• PROBLEM
Find the word "setLineDash" in the records below. List each line containing it.
---
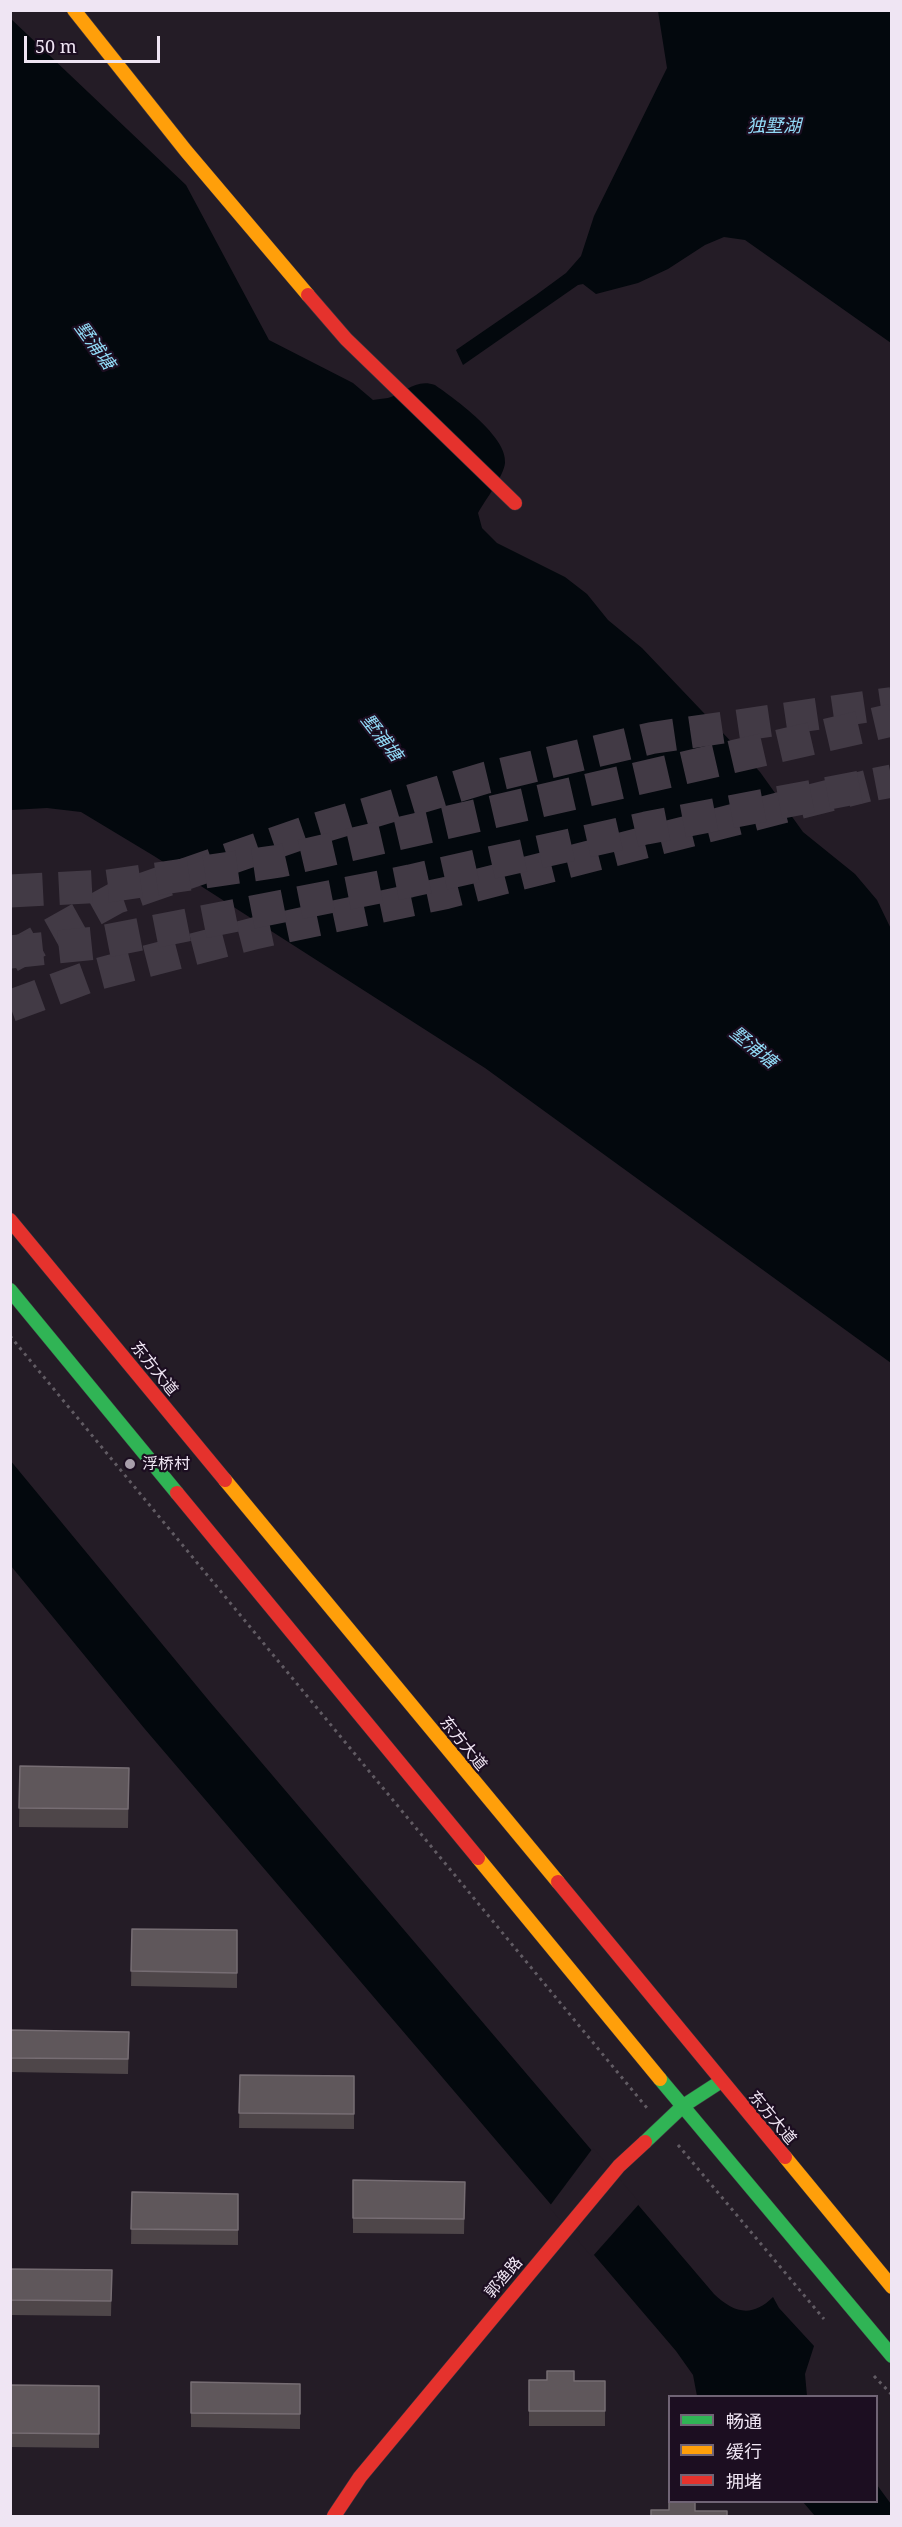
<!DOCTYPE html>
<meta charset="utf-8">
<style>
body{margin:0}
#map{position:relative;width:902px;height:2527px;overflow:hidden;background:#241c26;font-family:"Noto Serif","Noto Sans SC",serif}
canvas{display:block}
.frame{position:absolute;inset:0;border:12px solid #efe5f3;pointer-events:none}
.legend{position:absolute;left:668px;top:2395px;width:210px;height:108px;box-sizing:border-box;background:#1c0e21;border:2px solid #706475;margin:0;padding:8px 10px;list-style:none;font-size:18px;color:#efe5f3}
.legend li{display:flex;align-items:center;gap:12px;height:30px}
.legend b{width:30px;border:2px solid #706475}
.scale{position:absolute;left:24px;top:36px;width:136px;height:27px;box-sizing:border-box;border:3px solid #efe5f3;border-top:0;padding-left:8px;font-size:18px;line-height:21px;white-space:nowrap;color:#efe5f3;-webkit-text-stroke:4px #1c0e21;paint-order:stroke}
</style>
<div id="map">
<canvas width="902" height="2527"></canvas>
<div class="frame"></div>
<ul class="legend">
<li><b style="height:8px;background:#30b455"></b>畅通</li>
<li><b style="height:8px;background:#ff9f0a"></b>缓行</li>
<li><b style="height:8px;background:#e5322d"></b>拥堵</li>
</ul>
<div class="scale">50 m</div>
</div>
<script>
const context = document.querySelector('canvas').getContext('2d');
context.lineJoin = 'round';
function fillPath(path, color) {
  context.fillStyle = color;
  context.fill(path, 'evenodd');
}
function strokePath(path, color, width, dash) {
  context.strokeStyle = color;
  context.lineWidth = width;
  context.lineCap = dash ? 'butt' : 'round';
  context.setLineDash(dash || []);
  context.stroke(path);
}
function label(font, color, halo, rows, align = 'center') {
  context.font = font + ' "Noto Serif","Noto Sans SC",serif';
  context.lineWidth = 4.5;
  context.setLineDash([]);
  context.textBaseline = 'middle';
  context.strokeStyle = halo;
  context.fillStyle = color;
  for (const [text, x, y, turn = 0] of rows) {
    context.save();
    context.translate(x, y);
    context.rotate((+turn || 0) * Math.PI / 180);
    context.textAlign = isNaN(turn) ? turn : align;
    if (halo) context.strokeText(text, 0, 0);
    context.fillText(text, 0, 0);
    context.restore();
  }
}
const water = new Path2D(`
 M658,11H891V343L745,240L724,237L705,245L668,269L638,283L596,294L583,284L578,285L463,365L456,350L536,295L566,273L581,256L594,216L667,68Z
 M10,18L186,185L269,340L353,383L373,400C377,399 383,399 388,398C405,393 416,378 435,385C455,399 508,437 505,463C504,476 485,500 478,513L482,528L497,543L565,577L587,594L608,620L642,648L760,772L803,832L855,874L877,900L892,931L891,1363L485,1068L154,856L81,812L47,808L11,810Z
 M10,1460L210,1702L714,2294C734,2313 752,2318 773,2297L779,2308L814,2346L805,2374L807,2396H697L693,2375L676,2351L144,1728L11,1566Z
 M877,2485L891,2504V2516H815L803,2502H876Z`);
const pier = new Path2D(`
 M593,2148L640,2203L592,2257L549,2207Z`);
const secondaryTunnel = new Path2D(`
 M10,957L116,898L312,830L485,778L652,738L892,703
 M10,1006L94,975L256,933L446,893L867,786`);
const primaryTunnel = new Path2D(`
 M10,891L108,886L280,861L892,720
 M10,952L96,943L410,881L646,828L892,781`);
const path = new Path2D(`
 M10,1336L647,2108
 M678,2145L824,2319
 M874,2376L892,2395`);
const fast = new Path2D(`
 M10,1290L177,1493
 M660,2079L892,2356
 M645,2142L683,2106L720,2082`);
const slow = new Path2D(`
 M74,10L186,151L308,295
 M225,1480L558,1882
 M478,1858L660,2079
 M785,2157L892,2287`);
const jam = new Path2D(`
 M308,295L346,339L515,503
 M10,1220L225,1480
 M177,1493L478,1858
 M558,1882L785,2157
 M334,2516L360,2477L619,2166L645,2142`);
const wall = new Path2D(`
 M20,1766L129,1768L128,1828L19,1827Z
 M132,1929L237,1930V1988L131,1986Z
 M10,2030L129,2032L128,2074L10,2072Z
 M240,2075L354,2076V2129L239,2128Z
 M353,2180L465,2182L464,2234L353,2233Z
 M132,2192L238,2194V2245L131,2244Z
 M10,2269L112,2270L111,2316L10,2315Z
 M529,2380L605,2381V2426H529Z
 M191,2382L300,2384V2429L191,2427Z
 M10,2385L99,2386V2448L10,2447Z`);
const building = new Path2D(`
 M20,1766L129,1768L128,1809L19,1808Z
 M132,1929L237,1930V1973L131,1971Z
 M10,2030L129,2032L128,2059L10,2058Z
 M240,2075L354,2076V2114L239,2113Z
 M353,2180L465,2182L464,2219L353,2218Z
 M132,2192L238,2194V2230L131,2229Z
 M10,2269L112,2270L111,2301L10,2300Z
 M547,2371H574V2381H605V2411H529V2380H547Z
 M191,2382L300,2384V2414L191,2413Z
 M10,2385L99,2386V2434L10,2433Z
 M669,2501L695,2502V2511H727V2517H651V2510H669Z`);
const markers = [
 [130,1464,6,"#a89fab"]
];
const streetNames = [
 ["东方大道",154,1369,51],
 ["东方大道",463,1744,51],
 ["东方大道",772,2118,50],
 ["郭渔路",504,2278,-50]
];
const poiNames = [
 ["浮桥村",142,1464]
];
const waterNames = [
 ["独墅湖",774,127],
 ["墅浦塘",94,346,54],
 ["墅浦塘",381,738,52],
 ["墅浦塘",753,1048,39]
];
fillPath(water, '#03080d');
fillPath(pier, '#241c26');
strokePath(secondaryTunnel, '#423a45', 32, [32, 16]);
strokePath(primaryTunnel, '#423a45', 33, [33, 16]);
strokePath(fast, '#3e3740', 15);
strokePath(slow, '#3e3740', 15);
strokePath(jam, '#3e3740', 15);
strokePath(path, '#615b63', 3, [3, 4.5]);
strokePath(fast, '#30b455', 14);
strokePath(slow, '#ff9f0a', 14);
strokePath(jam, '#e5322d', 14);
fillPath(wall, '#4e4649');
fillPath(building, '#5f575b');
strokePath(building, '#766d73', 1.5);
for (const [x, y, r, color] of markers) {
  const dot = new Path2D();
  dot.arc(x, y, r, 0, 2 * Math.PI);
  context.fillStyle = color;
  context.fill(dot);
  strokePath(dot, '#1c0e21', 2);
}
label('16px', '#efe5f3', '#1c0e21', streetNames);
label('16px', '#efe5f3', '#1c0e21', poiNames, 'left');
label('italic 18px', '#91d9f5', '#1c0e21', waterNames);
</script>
---
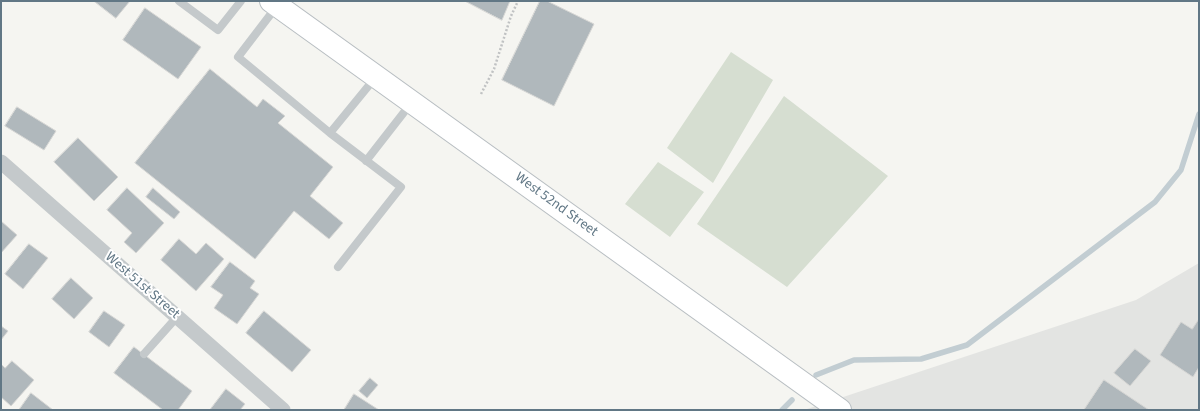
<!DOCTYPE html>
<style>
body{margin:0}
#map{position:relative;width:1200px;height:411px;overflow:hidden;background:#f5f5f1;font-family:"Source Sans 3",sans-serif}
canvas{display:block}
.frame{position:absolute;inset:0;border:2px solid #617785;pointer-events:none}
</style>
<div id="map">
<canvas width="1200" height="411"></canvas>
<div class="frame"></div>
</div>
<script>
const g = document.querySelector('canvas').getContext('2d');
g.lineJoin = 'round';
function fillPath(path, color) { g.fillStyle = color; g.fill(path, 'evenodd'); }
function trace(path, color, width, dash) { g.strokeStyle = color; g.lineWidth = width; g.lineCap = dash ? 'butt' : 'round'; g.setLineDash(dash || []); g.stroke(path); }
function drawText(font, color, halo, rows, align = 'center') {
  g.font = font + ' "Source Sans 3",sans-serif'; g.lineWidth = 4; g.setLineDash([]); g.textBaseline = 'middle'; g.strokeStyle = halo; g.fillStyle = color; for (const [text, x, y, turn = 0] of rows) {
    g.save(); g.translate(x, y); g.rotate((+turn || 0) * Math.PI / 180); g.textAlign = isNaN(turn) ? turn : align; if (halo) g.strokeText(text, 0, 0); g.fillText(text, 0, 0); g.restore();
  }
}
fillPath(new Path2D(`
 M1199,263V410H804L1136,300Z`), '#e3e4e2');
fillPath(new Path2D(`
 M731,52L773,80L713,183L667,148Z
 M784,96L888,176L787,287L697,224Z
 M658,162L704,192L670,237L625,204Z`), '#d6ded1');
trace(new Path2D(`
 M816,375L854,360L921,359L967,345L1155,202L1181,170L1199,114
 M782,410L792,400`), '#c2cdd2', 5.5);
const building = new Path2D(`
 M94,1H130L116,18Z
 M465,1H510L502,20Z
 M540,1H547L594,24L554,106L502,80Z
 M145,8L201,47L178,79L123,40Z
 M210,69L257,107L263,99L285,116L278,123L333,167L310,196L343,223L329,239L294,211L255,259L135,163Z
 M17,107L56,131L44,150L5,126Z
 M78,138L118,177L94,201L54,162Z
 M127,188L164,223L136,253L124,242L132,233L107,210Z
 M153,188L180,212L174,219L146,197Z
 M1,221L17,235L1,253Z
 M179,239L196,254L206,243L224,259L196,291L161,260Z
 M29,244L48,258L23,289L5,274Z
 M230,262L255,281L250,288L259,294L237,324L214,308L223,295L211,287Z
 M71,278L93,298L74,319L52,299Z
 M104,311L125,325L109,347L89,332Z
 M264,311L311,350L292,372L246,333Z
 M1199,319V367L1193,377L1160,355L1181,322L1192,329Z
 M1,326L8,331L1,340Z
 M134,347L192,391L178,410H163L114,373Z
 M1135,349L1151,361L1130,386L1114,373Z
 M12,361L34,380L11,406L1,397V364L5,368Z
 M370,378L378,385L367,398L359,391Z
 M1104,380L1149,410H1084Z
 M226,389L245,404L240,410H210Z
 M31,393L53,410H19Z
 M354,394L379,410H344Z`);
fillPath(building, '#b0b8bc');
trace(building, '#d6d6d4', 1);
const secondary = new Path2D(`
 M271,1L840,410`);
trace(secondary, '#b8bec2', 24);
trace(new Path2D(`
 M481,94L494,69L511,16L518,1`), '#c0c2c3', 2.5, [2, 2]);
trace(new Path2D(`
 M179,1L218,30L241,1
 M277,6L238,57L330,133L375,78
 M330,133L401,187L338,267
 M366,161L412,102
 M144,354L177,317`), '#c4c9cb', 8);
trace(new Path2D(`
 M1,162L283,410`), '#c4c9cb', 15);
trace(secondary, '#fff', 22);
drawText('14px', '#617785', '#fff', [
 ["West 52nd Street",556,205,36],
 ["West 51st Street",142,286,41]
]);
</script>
---
• WRITTEN RESPONSE
  context.setLineDash(dash || []);
  context.setLineDash([]);
function trace(path, color, width, dash) { g.strokeStyle = color; g.lineWidth = width; g.lineCap = dash ? 'butt' : 'round'; g.setLineDash(dash || []); g.stroke(path); }
  g.font = font + ' "Source Sans 3",sans-serif'; g.lineWidth = 4; g.setLineDash([]); g.textBaseline = 'middle'; g.strokeStyle = halo; g.fillStyle = color; for (const [text, x, y, turn = 0] of rows) {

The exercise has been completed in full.